I went into the gift shop when it opened and looked around.. and got my “national monument” stamp to send home. Then, we followed the trail to the cliff dwellings once the ranger opened it up. It was really cool to see how the people native to this land lived-how they created their homes into the rocky cliffs. We got to walk through the simple rooms and imagine what it would be like to live up there, with views for miles and safety within the rocks. 

We got back to the visitors center and gift shop before 10am, used the bathroom, filled up water, and said our goodbyes to the sweet ranger standing out front. By 10am, it was already so hot-with the high getting up to 91 degrees! We had to walk down the main road, join the High Route, which meant climbing up and across hot, exposed grasslands (the grasses were dried out and brown), only to start making our way down into the canyon to rejoin the Gila Alternate Low Route. 

The trail that connects the high route with the low route is called “Little Bear Canyon” and it was beautiful. It’s a slot canyon with the huge canyon walls jutting up all around, casting shade.. thank the good lord! The creek running down the middle was low enough that our feet never got wet. Before we knew it, it was spitting us out at the Gila River and the trail for the low route along the river itself. 

We spotting some flat spots to eat our lunch and hide in the shade. My feet were SORE already from carrying so much food, eating lunch meant getting to lighten the load. However, when we finished and I picked my pack up to get ready to go, I pulled a muscle in my back that immediately brought tears to my eyes. I had my pack on my back, afraid to move or breathe for fear of that pain shooting through my back again. 

After a couple minutes of feeling paralyzed, I decided to start walking, as there’s really not anything else to do. If I needed help of some sort, I’d still have to hike out of this canyon. So, I followed behind Pebbles, my back throbbing and snagging with every breath. The views were so stunning, but I couldn’t truly enjoy it with my pain and fear constantly rearing its head. 

We must have crossed back and forth over the river more than 60 times! It was different from yesterday though-these views were dramatic. Yesterday was beautiful and serene, these were out of this world! The canyon walls looked to be a thousand feet high, and we’re passing practically right on it. They rose up out of the water like magic. There were still meadows and forests and lush greenery, but it felt much more condensed-less wide open space, if that makes sense. 

As the afternoon wore on, my back pain and my feet pain were competing. I was so physically exhausted, I started to stumble more. I even took a tumble into the water, for my first fall on trail. Hey-I made it 17 days without falling-that’s gotta be some kind of record!
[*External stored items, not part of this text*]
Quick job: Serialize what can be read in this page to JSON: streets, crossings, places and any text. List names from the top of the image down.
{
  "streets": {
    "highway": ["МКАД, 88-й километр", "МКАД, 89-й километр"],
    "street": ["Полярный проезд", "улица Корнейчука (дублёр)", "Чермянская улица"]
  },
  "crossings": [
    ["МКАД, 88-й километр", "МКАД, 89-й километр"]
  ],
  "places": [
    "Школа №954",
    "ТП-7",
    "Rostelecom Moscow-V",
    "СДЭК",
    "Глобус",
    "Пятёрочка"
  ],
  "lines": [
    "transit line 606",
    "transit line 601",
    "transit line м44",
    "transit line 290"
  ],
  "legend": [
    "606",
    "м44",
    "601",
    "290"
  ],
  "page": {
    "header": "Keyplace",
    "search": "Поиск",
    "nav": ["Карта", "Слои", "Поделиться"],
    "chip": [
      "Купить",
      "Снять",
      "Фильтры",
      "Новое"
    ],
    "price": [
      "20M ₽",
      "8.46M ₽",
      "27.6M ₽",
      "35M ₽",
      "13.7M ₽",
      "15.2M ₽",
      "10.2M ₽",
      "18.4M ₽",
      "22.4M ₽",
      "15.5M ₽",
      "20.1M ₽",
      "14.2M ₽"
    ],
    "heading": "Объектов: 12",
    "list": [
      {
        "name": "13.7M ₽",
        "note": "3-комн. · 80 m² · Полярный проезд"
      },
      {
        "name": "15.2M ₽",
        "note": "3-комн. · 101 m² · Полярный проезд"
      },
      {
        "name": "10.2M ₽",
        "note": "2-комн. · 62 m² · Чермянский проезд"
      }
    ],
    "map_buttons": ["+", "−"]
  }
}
 We were hiking towards a specific area to camp, and nothing was looking too great on the way there. The trail was a mess, and the river crossings only seemed to get more difficult in my exhaustion and pain. At some point, very close to where we thought we were headed to camp, I spot a trail of switchbacks heading up and away from the river. There was a small forest of trees on this high outlook, and I decided that was going to be it for me.

Pebbles and I toted our water up the switchbacks, and only after getting up there and deciding where to camp did we realize that this isn’t the place we were aiming for. Whatever. I was committed. Pebbles recommended we cowboy camp again, and honestly, it’s perfect, because I don’t think I could bend to put up my tent. My back is hurting THAT BAD. I’m pretty concerned. 

So, we’re lying here, under a perfect night sky. I’ve already seen 2 shooting stars and maybe a StarLink satellite. It’s so astounding how truly gorgeous nature is. I know I’m hurting, but I still feel so lucky to be able to witness everything I’ve gotten to see today. These stars. The cliff dwellings, the sheer size of these canyon walls. The river. Just. Wow. 

Anyway. Prayers for an ok back in the morning. Time to let these ibuprofen kick in and get some sleep, if I can! Goodnight yall. 

CDT Day 14: May 19, 2025

Start: Silver City

Stop: Gila Alternate mile 5.4

Today’s Miles: 13.2

Total CDT miles: 153.4

Man oh man, my bed at the Palace Hotel was definitely fit for a queen. I slept so good, even if I did toss and turn a good bit. I think maybe I’m not getting into a deep enough sleep, but I’ve been having this issue for awhile. 

I was up and getting ready by 6:45. We left our packs at the hotel and then walked to a Mexican food truck that serves breakfast burritos. Yall, I FINALLY got my damn burrito. And it was quite good! Chorizo, bacon, potatoes, eggs, sour cream, and cheese. Yum. Pebbles got the same, and we ate them across the street at the bus stop.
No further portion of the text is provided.